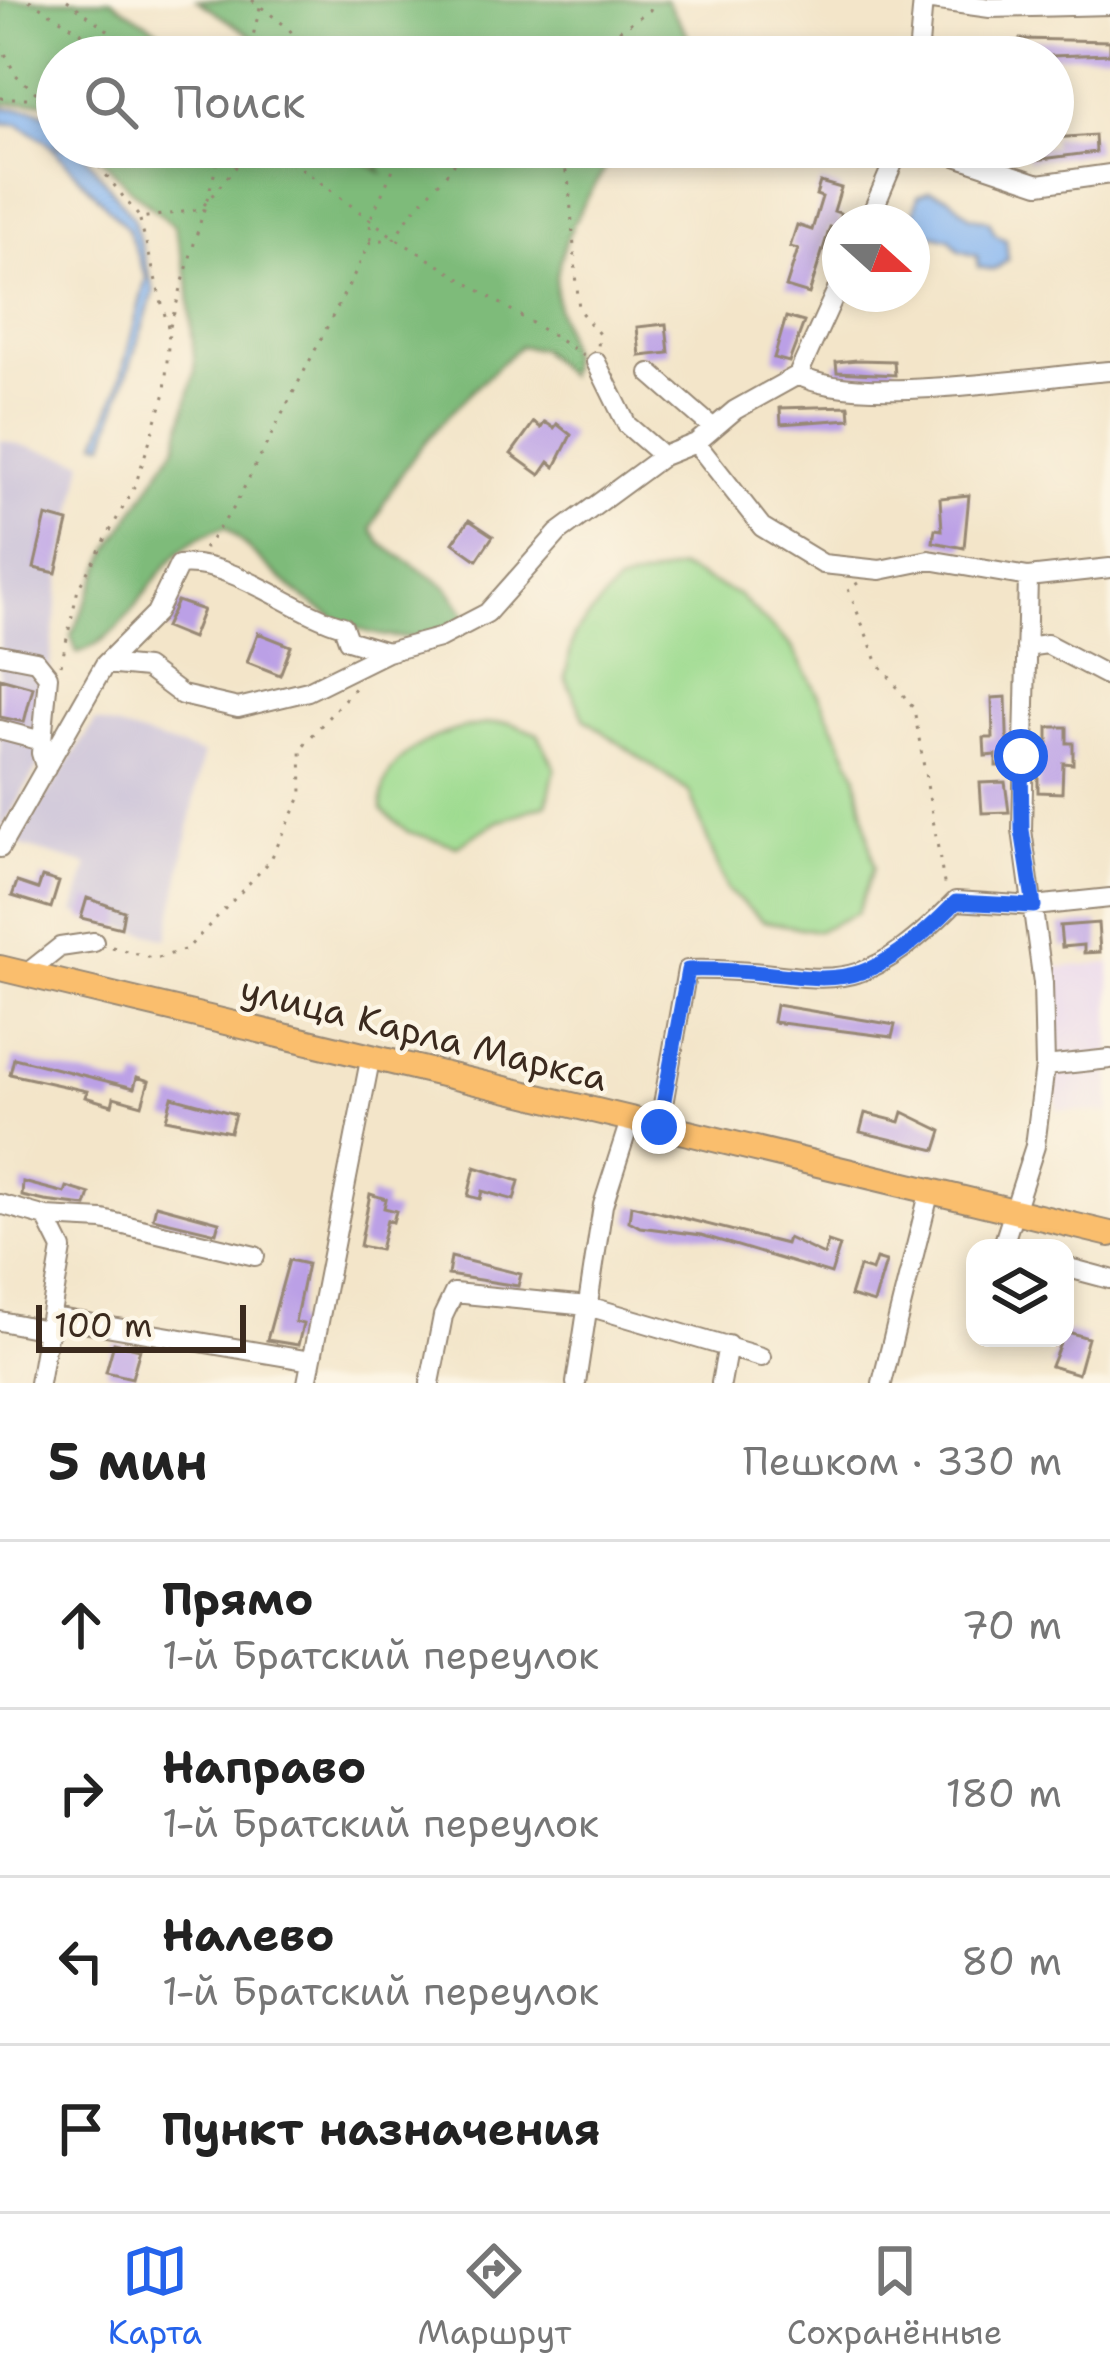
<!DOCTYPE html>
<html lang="ru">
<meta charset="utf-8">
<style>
body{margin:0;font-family:"Shantell Sans",sans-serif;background:#f2f2f2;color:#222}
.controls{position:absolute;right:36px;bottom:36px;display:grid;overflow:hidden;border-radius:24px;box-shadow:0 6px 18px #0003}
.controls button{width:108px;height:108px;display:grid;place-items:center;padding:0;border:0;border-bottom:3px solid #e0e0e0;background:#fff;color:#222;font:60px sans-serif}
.compass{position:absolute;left:822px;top:204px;width:108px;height:108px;border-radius:50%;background:#fff;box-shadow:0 6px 18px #0003;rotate:111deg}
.scale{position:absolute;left:36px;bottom:30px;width:210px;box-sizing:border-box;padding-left:12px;border:6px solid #3b2a1e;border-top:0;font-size:33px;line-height:42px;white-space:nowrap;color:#3b2a1e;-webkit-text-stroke:9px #fcf5e5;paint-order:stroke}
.stop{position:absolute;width:36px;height:36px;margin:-27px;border:9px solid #2563eb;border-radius:50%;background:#fff}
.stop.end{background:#2563eb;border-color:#fff;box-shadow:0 3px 12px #0008}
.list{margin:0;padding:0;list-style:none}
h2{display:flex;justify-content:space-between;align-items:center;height:156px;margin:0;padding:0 48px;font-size:51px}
h2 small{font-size:39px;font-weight:400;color:#767676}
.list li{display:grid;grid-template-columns:78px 1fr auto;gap:36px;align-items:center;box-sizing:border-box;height:168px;padding:0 48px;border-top:3px solid #e0e0e0}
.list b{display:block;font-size:45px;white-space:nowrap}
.list p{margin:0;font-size:39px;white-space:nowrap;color:#767676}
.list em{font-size:39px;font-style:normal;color:#767676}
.icon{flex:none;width:66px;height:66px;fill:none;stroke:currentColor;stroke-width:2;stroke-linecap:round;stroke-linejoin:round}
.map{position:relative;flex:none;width:1110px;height:1383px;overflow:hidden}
.search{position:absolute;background:#fff;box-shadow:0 6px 18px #0003;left:36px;right:36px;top:36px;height:132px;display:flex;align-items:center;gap:30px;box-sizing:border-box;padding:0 42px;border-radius:66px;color:#767676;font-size:45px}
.sheet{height:828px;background:#fff}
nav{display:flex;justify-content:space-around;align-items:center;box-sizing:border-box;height:168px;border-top:3px solid #e0e0e0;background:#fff;font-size:33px;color:#767676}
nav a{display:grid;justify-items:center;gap:6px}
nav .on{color:#2563eb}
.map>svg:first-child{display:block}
</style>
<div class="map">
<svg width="1110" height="1383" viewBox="0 0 1110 1383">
<rect width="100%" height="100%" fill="#fcf5e5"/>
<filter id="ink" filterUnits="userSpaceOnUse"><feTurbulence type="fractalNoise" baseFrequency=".00833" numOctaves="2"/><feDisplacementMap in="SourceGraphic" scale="24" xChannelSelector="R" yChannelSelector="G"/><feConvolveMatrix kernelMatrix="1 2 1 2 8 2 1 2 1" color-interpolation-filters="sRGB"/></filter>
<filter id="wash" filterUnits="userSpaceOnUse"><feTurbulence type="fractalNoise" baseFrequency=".004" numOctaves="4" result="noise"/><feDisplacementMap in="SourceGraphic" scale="48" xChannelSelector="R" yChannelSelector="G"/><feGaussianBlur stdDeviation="2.7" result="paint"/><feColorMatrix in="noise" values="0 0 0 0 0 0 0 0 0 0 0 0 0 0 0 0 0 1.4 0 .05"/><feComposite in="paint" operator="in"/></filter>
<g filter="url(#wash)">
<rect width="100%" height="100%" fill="#f3e5c9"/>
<!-- built -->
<path fill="#e6d2f0" d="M1110 963V1113L1057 1110 1050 968Z"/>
<!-- industrial -->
<path fill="#c8bfd8" d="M0 440 84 461 60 580 50 665V744L0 832Z
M96 721 203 754 168 939 74 913 88 865 15 844Z"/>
<!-- green -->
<path fill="#9edb90" stroke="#6c8257" stroke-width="3" d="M680 568 738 595 791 646 821 699 856 773 874 867 857 913 817 931 763 921 727 890 689 792 585 719 565 678 574 635 617 584Z
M510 723 538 734 555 768 547 804 498 821 457 846 408 832 382 810C376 747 459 722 510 723Z"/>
<!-- forest -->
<path fill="#7ebb7a" stroke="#5c724c" stroke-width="3" d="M0 0H111L200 57H57V107L51 101 0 104Z
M197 0H666L687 34 692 57H283Z
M92 147H343L381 172 368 147H619C592 189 555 241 556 293 557 323 574 346 567 376L540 349 520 346C462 398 403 455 372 528L381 544 447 587 467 617C374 678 289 589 226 527 215 531 201 535 192 542 148 572 131 636 77 653L71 636 110 548 177 444 195 370 188 280 174 226 130 189Z"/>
<!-- water -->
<path fill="#86b6f1" stroke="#607088" stroke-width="3" d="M0 108 34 109 57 120V147H79L133 218 154 292 105 443 97 442 118 388 146 278 127 228 46 141 18 124 0 123Z
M930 191 949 197 969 216 989 221 995 234 1006 240 1008 260 994 270 978 267 977 256 959 251 950 239 921 232 913 216 918 196Z"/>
<g id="blocks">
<!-- building -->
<path fill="#bba0e6" d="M1020 39 1110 41V54L1020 57Z
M1095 135 1096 152 1027 161 1026 147H1053V138Z
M820 182 841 188 834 211 840 213V230L830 227 809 294 786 287 798 249 790 247 797 225 812 230 822 197 816 195Z
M786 317 804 322 789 362 774 358Z
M666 324 669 353 640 356 637 327Z
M857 360 894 361 895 375 837 372 836 362Z
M849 406 850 419 781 424 780 408Z
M534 422 541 428 545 422 554 428 557 424 571 435 555 467 549 462 540 475 511 454Z
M969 495 964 548 933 542 935 529 942 530 940 498Z
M46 516 68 522 56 573 34 568Z
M469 520 493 536 477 560 453 543Z
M177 601 203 610 192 638 165 627Z
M258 633 291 646 280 675 247 662Z
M0 678 33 687 24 722 0 717Z
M1006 697 1008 766H996V755L985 756 984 738H993L992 698Z
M1048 727H1067V743H1073V764L1063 763 1062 793 1038 792V744L1048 743Z
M1005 782 1009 812 982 813 980 783Z
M42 877 59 882 51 908 12 896 17 882 38 889Z
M87 898 124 911 121 928 81 918Z
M1098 923 1100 952 1084 953V945L1062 947 1060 926Z
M776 1005 895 1025 892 1037 773 1022Z
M14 1058 134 1088 137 1077 149 1081 142 1105 114 1097 112 1105 85 1097 87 1091 10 1074Z
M172 1097 235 1114 230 1132 166 1119Z
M903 1112 942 1131 936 1150 860 1132 865 1113 900 1122Z
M475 1167 519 1181 514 1200 482 1191 480 1199 468 1196Z
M23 1182 65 1193 67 1187 90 1194 86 1206 45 1201 22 1196Z
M370 1194 386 1199 384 1208 396 1211 393 1222 387 1220 380 1250 360 1246Z
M156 1205 219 1222 216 1233 153 1218Z
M631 1205 786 1244 788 1238 824 1255 828 1242 840 1246 831 1274 701 1235 640 1227 629 1221Z
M451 1257 521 1274 518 1286 448 1275Z
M876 1259 886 1262 874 1303 850 1296 859 1267 872 1271Z
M289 1260 307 1264 295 1322 303 1324 298 1345 267 1340Z
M1065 1331 1088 1338 1078 1374 1051 1366Z
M114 1343 140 1349 132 1378 106 1372Z"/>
</g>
</g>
<g filter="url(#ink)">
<use href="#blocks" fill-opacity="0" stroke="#978874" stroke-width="3"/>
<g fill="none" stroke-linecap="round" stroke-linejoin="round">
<defs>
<path id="minor" d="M932 0 990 8 1110 5
M918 57 923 0
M929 147 1039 184 1110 174
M868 222 900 147
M596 362 627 425 663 456
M650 373 712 427
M798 375 840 283
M696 443 762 527 823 564 880 570 929 560 1028 577 1110 568
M1026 647 1047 644 1110 677
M0 654 36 661 48 676 41 753 46 769
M105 664 146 668 182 695 238 708 308 691 387 652 439 638 487 613 558 533 663 456 696 443 735 410 798 375C854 407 1039 376 1110 371
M0 730 42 741
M0 848 105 664 156 613 179 565C233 559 292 612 343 626L348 640 387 652
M26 974 60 947 94 942
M1045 1066 1110 1059
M659 1127 687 970C825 966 842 1017 956 901L1034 906 1110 898
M0 1204 46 1217 103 1220 255 1256
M1011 1248 1005 1239 1035 1146 1045 1066 1043 983 1022 830 1028 577
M1065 1267 1110 1279
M53 1317 311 1361
M0 1321 51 1331
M39 1383 62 1249 46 1217
M307 1383 371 1055
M430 1383 443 1316 454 1293 588 1306 761 1357
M576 1383 603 1205 630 1121
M721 1383 728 1345
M882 1383 929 1194"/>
<path id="major" d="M0 968 1110 1234"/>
</defs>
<!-- minor casing -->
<use href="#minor" stroke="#978874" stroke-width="22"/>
<!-- major casing -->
<use href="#major" stroke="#978874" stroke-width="28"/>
<!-- path -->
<path stroke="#978874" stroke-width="3" stroke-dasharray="3 9" stroke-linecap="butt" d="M29 0 121 57
M67 0 144 57
M252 0 287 27 313 57
M0 43 15 74 42 98
M248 57 260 7
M579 57 650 10 654 0
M0 98H42L57 113
M84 147 140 218 197 210
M272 147 395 238 585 356
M560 147 569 185 579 310 599 334 598 348
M204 205 250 150 276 153
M140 220 168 327
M371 240 370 220 403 147
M204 549 233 509 371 242 395 238C414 203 445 182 465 147
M858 583 848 589 877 661 914 709 945 889
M61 665 78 589 135 486 165 393 169 330 222 147
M112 947 155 959 187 949 270 861 302 795 301 748 357 685"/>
<!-- minor -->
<use href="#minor" stroke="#fff" stroke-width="18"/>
<!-- major -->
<use href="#major" stroke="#fabe6d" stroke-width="24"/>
</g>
</g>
<g fill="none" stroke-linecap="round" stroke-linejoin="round" filter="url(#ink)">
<!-- route -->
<path stroke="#2563eb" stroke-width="15" d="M659 1127 688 970C823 966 845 1017 956 902L1034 906 1022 830 1021 756"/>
</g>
<g text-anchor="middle" stroke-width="9" stroke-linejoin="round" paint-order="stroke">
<!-- street labels -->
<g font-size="36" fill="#3b2a1e" stroke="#fcf5e5">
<text transform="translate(424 1033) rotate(14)" y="13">улица Карла Маркса</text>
</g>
</g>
</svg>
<div class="controls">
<button><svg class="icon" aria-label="layers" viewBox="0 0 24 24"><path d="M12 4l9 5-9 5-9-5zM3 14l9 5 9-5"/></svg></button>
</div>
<svg class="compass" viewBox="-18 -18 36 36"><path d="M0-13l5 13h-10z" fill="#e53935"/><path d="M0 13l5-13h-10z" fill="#767676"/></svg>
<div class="scale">100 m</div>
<div class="stop" style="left:1021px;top:756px"></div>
<div class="stop end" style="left:659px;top:1127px"></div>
<div class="search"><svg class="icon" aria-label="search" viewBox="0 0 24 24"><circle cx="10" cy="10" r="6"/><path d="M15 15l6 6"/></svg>Поиск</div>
</div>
<section class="sheet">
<h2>5 мин<small>Пешком · 330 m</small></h2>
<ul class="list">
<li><svg class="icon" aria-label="ahead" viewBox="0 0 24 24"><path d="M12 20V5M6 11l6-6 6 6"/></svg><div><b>Прямо</b><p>1-й Братский переулок</p></div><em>70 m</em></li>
<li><svg class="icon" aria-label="right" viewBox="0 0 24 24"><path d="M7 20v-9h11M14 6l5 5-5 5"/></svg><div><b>Направо</b><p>1-й Братский переулок</p></div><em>180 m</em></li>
<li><svg class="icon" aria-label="left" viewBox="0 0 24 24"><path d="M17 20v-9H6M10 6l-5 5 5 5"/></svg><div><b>Налево</b><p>1-й Братский переулок</p></div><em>80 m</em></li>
<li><svg class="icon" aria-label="arrive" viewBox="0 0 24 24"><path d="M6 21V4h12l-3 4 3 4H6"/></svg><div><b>Пункт назначения</b></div></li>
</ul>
</section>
<nav>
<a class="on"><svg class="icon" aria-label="map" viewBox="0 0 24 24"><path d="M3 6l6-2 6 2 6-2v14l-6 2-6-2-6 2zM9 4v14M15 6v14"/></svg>Карта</a>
<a><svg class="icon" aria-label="directions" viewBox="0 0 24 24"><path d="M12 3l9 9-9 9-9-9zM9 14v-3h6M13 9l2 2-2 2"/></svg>Маршрут</a>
<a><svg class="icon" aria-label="saved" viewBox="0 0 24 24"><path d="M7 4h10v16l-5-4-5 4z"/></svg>Сохранённые</a>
</nav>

— WHAT YOU HAVE TO DO —
In how many lines of the records does the word "list" appear? Reply with the number only.

— SOLUTION —
6